• April 11, 2012 • RECENTLY I PURCHASED a look-alike figurine of the Kent Art Ware “standing draped female”. (in each of the three photos the look-alike figurine is on the right) At first glance they appear to be identical except for the right hand, hair bun and the front garment folds. But there are additional differences as well. Two of them can be seen in the center photo – the lack of definition in the look-alike’s pulled back hair and her thicker wrist and forearm.
I think this look-alike was made in a Kent Art Ware mold…a well worn mold that had seen better days…a mold with damage to the figure’s hair bun and to her right hand which was rather clumsily repaired. I also think the factory who made the look-alike was the same that made KAW, Moriyama Pottery. Look at the word “Japan” on the underside of the look-alike. It is the same style, size, and color of the word Japan in Kent Art Ware’s mark.

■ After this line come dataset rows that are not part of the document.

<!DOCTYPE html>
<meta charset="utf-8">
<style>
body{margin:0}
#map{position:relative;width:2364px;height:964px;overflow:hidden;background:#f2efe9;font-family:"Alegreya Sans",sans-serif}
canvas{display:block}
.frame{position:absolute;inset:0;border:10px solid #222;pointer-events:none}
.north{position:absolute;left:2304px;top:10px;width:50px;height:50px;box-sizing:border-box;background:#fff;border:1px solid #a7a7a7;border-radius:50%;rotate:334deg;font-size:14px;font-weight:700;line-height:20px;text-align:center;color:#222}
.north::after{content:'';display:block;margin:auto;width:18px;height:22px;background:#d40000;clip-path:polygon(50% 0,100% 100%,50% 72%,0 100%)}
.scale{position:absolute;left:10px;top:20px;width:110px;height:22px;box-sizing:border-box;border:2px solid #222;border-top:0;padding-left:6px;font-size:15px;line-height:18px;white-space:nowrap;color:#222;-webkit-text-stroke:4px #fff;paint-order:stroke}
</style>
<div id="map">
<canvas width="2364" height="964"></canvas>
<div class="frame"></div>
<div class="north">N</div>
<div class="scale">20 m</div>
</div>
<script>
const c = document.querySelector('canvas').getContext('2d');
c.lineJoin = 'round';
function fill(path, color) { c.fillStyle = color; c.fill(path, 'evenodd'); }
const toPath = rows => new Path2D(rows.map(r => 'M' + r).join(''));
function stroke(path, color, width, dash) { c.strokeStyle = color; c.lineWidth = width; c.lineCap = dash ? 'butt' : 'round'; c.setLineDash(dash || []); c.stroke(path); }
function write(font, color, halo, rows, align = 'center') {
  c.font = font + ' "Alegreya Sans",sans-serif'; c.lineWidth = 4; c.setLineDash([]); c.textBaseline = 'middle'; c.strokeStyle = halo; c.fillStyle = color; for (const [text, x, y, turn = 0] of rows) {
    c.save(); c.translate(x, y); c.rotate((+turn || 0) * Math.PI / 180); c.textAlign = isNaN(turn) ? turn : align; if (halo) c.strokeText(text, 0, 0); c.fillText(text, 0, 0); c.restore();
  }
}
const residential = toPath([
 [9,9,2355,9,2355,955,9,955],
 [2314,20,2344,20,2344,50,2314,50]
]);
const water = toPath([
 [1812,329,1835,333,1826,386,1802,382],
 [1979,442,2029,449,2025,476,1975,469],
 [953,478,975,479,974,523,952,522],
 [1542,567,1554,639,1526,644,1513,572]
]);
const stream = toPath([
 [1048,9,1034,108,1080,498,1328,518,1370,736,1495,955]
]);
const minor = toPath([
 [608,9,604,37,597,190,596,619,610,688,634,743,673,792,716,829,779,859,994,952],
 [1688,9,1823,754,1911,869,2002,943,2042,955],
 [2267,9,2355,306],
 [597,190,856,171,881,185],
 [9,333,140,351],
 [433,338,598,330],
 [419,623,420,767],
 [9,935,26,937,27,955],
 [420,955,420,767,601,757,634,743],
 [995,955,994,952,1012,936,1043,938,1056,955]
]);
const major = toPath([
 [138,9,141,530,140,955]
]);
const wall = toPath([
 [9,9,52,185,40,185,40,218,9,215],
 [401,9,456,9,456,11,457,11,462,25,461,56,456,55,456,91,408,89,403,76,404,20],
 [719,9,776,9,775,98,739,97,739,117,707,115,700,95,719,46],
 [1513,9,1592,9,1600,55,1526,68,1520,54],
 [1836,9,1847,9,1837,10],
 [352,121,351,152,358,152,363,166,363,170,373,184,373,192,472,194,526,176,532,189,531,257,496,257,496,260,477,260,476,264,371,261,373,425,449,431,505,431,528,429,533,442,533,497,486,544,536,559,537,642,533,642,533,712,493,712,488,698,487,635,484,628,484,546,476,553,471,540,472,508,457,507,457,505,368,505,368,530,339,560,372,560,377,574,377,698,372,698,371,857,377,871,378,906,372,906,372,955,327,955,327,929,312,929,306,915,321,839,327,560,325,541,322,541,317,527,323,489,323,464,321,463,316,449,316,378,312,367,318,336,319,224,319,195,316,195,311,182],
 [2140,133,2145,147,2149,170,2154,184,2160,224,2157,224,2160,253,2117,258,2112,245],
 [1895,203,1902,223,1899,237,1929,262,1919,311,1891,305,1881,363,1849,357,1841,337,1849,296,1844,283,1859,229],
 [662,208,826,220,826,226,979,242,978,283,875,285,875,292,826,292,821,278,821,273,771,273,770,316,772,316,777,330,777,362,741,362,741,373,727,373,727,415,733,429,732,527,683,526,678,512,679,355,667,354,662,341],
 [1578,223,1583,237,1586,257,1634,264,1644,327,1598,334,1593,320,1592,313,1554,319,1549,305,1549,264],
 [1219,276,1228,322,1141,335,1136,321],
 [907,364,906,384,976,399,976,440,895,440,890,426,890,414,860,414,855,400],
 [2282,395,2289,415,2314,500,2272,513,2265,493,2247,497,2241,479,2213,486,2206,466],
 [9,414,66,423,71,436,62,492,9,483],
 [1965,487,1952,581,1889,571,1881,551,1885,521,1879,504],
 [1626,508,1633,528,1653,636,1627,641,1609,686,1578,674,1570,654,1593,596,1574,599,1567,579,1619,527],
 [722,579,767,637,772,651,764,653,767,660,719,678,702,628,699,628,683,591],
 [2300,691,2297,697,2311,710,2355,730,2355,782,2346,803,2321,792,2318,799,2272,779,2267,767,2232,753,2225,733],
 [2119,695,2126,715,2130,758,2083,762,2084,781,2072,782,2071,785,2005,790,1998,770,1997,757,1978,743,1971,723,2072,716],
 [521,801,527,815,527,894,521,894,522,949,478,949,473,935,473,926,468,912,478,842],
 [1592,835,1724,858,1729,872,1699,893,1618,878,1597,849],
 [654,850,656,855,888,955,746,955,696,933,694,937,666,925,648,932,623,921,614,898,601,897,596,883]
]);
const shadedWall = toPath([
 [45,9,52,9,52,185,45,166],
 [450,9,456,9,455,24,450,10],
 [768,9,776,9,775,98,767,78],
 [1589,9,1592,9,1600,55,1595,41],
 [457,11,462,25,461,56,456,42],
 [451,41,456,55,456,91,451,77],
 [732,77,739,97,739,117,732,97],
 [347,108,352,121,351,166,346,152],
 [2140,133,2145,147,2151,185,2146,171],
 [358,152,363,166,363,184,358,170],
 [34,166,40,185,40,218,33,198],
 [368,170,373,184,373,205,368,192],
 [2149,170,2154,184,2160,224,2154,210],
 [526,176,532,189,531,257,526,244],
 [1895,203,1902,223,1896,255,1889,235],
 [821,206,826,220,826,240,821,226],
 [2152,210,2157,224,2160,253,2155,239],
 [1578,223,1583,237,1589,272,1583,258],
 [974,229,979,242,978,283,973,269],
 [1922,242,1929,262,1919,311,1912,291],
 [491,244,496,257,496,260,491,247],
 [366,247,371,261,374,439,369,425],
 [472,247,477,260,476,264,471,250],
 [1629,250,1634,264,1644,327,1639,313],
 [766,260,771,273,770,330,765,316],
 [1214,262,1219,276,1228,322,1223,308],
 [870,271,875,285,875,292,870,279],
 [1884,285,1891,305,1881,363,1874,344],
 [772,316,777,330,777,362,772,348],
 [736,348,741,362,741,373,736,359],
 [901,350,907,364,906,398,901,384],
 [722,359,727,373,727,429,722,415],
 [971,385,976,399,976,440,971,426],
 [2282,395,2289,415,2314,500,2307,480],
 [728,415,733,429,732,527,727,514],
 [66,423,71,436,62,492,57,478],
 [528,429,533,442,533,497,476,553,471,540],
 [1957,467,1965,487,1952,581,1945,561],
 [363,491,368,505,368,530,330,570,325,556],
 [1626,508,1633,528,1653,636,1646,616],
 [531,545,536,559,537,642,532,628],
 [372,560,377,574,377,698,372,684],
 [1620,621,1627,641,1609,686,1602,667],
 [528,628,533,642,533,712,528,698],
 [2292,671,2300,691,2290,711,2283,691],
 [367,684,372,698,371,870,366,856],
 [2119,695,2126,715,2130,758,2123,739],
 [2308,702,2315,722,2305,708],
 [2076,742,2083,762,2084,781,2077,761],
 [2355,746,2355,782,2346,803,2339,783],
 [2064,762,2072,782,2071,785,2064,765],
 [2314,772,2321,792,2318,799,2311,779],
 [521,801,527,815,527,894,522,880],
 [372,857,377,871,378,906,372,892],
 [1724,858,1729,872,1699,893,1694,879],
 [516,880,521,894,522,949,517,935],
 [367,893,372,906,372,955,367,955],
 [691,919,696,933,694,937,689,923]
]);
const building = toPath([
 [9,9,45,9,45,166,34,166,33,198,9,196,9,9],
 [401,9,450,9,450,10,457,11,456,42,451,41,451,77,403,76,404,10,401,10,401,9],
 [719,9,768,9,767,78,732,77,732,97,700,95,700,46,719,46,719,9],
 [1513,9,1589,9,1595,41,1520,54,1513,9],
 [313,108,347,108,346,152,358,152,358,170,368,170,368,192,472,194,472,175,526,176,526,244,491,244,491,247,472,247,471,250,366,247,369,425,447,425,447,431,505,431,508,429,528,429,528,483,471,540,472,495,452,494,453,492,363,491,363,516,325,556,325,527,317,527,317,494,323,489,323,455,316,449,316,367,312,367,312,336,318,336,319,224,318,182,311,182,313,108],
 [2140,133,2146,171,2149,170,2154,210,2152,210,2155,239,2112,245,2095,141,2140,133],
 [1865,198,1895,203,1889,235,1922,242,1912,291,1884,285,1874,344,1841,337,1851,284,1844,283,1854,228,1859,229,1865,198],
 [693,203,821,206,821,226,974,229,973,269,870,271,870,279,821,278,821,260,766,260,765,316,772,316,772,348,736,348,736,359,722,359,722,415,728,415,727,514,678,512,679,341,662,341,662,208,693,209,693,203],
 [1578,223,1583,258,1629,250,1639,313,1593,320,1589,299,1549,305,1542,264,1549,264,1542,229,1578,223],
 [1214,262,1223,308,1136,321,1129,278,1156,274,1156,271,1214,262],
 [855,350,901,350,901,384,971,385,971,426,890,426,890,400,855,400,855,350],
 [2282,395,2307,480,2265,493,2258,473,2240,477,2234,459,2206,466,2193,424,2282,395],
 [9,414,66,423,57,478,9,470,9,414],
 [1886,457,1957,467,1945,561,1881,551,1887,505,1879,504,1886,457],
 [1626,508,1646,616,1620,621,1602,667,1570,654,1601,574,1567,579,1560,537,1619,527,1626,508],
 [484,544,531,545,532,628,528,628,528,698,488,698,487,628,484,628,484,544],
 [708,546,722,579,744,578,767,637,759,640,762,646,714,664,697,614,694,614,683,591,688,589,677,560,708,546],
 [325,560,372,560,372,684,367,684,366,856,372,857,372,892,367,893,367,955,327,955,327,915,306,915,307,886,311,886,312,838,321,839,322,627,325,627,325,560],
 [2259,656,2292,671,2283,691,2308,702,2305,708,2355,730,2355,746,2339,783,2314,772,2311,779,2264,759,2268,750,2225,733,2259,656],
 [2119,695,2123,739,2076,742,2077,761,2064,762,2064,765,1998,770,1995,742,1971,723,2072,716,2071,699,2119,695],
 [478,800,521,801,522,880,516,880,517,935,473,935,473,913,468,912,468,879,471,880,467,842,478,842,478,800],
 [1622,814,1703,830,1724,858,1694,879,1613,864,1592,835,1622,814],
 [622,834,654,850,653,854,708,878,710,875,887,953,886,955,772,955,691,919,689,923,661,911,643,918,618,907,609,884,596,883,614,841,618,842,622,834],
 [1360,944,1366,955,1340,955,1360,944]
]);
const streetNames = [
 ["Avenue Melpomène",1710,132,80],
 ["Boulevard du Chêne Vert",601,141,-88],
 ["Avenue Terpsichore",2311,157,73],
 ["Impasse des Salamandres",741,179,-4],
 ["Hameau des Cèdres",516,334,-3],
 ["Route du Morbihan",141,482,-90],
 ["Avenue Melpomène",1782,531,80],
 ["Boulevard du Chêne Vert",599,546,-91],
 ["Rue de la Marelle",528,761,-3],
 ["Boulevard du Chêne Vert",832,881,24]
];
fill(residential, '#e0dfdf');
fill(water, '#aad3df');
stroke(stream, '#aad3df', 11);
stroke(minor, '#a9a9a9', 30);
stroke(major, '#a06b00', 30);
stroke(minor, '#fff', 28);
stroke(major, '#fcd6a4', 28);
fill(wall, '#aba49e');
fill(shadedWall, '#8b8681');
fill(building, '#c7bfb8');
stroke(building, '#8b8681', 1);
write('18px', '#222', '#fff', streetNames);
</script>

Once again, this points to the practice of one brand copying other brands figurines with impunity; whatever is selling well gets copied. I’m betting this was business as usual for many figurine makers the world over before the Second World War. At least in this Art Deco era example they didn’t copy the brand name mark along with the item. Is there still copying of decorative ceramic items going on? In China most definitely. Elsewhere probably not so much in our time of vigilant corporate lawyers and punitive lawsuits.